START INPUT

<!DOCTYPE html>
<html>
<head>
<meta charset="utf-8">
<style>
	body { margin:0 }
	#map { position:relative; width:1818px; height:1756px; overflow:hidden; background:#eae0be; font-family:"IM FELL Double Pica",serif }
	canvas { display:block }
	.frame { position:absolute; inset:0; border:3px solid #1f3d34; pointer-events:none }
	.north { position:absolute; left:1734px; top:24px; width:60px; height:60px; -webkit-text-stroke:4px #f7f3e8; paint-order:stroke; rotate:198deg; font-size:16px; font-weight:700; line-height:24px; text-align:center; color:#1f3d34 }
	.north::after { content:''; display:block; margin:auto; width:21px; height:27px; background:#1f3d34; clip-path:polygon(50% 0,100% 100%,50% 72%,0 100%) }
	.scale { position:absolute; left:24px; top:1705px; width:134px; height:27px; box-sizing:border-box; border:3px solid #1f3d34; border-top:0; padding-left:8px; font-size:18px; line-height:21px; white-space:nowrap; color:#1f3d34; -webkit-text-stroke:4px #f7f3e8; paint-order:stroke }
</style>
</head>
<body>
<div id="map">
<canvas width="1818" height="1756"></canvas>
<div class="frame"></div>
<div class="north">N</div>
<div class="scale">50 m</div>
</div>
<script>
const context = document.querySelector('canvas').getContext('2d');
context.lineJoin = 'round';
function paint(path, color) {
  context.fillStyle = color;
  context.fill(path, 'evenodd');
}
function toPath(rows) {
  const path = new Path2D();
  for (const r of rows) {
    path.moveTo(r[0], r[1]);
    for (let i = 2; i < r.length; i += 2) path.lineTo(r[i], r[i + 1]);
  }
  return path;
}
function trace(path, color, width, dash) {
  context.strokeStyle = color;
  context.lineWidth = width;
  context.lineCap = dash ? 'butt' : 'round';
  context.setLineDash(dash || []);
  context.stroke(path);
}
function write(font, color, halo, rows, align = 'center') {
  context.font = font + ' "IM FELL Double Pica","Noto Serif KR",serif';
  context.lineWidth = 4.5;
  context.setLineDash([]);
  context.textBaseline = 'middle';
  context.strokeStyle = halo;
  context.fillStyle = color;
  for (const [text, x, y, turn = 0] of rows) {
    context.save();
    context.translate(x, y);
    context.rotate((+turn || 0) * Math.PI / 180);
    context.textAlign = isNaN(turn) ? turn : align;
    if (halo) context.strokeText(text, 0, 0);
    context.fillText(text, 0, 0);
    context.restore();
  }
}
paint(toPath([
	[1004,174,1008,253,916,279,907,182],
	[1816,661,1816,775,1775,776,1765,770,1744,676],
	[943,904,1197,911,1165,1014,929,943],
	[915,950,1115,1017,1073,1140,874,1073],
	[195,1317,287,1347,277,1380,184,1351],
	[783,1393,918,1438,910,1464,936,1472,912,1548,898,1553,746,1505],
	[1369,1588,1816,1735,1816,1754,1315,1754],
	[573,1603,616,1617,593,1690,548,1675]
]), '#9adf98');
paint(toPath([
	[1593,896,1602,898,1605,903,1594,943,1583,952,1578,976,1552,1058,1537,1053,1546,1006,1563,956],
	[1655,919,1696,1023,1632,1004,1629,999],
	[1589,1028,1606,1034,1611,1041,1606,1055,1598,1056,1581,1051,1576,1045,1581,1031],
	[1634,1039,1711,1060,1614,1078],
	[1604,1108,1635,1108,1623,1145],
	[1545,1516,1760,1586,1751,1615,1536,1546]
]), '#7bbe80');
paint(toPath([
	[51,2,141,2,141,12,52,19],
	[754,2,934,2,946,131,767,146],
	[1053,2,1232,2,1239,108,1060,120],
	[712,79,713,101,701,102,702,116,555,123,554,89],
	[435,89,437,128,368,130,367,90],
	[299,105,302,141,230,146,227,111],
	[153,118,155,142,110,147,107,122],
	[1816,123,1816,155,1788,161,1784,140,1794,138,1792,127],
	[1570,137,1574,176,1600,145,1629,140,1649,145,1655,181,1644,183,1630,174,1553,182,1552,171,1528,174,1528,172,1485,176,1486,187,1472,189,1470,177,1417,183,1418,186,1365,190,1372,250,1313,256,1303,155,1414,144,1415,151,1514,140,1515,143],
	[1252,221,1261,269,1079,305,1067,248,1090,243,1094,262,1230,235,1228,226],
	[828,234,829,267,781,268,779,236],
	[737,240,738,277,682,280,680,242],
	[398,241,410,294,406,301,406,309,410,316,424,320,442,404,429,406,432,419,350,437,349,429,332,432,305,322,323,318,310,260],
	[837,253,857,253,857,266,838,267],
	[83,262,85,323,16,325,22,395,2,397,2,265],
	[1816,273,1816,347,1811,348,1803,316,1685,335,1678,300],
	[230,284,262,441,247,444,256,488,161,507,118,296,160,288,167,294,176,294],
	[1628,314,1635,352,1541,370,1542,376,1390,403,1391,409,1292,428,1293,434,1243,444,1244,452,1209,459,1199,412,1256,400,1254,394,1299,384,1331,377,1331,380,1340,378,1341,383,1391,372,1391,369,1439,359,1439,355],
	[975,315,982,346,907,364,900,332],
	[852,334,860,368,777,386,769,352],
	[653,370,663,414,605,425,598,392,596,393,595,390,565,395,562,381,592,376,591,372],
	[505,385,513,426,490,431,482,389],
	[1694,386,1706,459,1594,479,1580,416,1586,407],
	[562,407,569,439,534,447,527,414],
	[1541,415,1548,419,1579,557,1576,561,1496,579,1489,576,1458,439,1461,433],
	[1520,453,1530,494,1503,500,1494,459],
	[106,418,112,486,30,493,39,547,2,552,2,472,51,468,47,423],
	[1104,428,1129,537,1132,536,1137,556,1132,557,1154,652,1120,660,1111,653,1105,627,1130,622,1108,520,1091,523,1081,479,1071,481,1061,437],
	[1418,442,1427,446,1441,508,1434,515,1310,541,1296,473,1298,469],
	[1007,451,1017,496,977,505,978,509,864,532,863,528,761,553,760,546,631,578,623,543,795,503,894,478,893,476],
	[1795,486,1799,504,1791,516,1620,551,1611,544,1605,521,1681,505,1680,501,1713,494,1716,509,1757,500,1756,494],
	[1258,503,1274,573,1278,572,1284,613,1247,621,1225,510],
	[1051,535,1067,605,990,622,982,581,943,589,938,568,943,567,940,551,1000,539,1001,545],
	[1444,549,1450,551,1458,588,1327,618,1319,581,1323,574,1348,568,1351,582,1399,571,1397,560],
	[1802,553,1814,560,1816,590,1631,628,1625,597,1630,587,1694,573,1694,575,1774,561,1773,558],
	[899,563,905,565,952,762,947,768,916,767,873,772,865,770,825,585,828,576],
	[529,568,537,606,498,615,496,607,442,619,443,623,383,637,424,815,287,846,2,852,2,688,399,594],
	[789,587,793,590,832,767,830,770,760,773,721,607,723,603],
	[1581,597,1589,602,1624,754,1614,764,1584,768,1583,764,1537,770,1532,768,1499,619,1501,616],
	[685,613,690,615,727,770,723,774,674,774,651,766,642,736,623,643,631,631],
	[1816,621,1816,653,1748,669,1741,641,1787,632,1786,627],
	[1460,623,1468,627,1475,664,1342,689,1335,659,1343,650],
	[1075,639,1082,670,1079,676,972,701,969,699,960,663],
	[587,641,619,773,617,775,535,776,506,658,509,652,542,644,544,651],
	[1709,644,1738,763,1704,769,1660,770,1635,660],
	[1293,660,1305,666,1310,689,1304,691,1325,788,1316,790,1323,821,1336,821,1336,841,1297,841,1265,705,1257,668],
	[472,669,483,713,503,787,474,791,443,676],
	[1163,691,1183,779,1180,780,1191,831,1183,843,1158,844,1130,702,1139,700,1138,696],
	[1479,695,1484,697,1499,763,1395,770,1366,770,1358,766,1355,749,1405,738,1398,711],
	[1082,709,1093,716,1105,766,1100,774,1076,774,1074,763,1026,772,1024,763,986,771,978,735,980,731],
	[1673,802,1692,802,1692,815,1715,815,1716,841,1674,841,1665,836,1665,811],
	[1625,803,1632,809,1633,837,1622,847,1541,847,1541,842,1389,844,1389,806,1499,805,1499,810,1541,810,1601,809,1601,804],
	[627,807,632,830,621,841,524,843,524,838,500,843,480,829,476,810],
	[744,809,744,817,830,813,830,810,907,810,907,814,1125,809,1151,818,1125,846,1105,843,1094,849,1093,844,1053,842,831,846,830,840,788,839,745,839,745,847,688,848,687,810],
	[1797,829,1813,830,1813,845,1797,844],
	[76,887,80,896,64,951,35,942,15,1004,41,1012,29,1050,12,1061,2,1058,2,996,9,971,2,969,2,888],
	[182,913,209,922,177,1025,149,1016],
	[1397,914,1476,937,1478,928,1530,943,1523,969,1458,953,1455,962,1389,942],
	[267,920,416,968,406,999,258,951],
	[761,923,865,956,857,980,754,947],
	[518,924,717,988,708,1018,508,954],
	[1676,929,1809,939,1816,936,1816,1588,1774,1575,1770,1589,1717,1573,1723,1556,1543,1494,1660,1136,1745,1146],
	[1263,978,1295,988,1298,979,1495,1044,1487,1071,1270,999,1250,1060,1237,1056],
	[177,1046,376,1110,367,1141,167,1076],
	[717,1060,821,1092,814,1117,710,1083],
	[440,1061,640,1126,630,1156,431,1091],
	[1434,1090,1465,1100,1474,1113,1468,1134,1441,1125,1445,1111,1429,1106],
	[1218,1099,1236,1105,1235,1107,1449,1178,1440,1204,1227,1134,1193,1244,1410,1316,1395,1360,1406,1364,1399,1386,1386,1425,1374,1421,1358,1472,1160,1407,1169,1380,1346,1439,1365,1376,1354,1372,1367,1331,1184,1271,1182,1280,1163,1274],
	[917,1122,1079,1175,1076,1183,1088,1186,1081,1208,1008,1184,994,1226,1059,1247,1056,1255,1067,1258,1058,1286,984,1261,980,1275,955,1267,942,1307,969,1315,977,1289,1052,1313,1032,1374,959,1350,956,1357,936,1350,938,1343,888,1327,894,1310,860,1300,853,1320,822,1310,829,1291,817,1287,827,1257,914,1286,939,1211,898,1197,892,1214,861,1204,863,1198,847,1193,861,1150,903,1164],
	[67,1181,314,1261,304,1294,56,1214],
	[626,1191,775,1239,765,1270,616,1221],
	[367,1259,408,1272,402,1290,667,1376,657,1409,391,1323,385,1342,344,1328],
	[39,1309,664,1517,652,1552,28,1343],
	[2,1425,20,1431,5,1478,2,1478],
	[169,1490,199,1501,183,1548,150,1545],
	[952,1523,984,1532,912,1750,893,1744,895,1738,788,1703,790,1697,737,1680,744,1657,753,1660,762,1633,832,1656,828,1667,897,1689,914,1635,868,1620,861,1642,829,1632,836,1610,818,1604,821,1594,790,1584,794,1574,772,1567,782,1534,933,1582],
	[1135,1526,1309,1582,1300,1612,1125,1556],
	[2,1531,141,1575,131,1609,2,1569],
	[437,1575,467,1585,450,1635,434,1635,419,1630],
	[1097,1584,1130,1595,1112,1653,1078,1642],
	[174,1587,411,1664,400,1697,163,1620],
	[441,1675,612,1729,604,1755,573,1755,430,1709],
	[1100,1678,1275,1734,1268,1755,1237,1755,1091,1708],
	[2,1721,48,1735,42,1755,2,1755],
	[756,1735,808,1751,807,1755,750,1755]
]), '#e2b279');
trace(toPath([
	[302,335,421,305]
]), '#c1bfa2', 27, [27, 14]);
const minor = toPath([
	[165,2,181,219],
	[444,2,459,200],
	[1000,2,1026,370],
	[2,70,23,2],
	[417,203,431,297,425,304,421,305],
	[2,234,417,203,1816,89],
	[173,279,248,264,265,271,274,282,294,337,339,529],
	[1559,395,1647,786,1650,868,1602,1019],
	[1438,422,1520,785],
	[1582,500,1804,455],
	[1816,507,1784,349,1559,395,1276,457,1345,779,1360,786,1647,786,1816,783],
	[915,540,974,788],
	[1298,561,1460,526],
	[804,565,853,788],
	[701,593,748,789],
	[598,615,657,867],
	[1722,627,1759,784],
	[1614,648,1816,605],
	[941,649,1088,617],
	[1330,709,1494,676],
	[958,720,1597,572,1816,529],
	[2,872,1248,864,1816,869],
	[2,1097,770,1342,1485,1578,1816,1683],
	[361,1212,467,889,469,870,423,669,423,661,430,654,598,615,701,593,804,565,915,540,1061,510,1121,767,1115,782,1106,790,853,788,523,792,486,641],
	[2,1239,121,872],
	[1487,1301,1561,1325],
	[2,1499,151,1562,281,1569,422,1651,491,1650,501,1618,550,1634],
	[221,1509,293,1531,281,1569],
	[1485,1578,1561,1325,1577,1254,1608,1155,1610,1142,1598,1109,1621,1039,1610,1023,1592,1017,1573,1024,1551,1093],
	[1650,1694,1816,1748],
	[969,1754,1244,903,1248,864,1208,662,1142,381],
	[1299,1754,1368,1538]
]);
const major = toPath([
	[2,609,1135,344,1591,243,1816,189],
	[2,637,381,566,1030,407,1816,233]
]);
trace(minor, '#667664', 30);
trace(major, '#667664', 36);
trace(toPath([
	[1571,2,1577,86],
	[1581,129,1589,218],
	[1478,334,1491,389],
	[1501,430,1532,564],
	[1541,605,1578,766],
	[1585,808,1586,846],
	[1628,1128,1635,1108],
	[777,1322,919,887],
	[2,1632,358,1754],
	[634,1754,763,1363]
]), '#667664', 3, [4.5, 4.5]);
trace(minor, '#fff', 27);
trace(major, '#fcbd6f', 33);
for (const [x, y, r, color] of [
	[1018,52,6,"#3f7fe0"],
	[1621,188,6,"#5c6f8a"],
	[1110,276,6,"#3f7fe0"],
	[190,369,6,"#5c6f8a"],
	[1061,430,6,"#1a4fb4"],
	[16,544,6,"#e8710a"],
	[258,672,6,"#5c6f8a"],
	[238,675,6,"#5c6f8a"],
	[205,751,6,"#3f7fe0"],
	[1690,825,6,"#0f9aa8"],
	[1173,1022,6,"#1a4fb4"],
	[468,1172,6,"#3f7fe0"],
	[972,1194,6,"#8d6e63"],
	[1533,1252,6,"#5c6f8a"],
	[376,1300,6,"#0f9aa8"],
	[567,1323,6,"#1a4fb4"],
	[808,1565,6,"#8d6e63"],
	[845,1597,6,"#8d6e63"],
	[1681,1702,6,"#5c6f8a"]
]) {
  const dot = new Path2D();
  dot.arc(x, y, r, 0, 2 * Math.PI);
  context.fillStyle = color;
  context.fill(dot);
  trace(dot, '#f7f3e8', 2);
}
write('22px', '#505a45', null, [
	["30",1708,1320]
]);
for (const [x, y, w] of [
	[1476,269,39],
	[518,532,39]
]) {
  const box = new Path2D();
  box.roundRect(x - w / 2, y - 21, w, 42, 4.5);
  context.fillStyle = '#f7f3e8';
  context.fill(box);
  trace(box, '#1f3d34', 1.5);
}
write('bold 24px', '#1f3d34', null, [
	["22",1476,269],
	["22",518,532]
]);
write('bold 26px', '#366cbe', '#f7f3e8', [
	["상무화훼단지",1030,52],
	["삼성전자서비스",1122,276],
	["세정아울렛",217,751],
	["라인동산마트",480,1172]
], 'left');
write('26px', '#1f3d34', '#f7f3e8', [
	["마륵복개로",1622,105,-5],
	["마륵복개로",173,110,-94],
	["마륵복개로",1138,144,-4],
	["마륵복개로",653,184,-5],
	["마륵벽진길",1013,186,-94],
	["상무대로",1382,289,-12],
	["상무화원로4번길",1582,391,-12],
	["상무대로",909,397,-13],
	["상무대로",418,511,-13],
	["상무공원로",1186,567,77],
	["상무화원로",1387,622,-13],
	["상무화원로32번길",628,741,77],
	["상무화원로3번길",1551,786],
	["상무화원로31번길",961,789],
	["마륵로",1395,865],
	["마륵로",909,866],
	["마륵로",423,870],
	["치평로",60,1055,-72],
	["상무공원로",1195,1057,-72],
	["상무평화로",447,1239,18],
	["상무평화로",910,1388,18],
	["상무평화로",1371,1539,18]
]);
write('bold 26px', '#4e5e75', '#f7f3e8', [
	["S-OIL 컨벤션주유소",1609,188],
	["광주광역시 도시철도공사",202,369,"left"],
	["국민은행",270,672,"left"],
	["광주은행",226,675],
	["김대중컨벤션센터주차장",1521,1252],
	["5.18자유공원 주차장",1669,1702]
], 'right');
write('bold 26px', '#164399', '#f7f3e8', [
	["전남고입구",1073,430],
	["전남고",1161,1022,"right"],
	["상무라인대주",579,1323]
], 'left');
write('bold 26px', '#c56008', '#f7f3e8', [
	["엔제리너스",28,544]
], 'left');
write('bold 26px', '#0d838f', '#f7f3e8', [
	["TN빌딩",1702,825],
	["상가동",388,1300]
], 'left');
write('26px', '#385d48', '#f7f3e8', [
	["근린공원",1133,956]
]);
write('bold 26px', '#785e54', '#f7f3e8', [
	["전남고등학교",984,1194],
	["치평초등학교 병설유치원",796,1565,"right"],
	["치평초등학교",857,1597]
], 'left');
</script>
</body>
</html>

END INPUT

**WHAT THE TASK REQUIRES**
Search the entries for the word "Double" and pick out every line that holds it.

**TASK SOLUTION**
	#map { position:relative; width:1818px; height:1756px; overflow:hidden; background:#eae0be; font-family:"IM FELL Double Pica",serif }
  context.font = font + ' "IM FELL Double Pica","Noto Serif KR",serif';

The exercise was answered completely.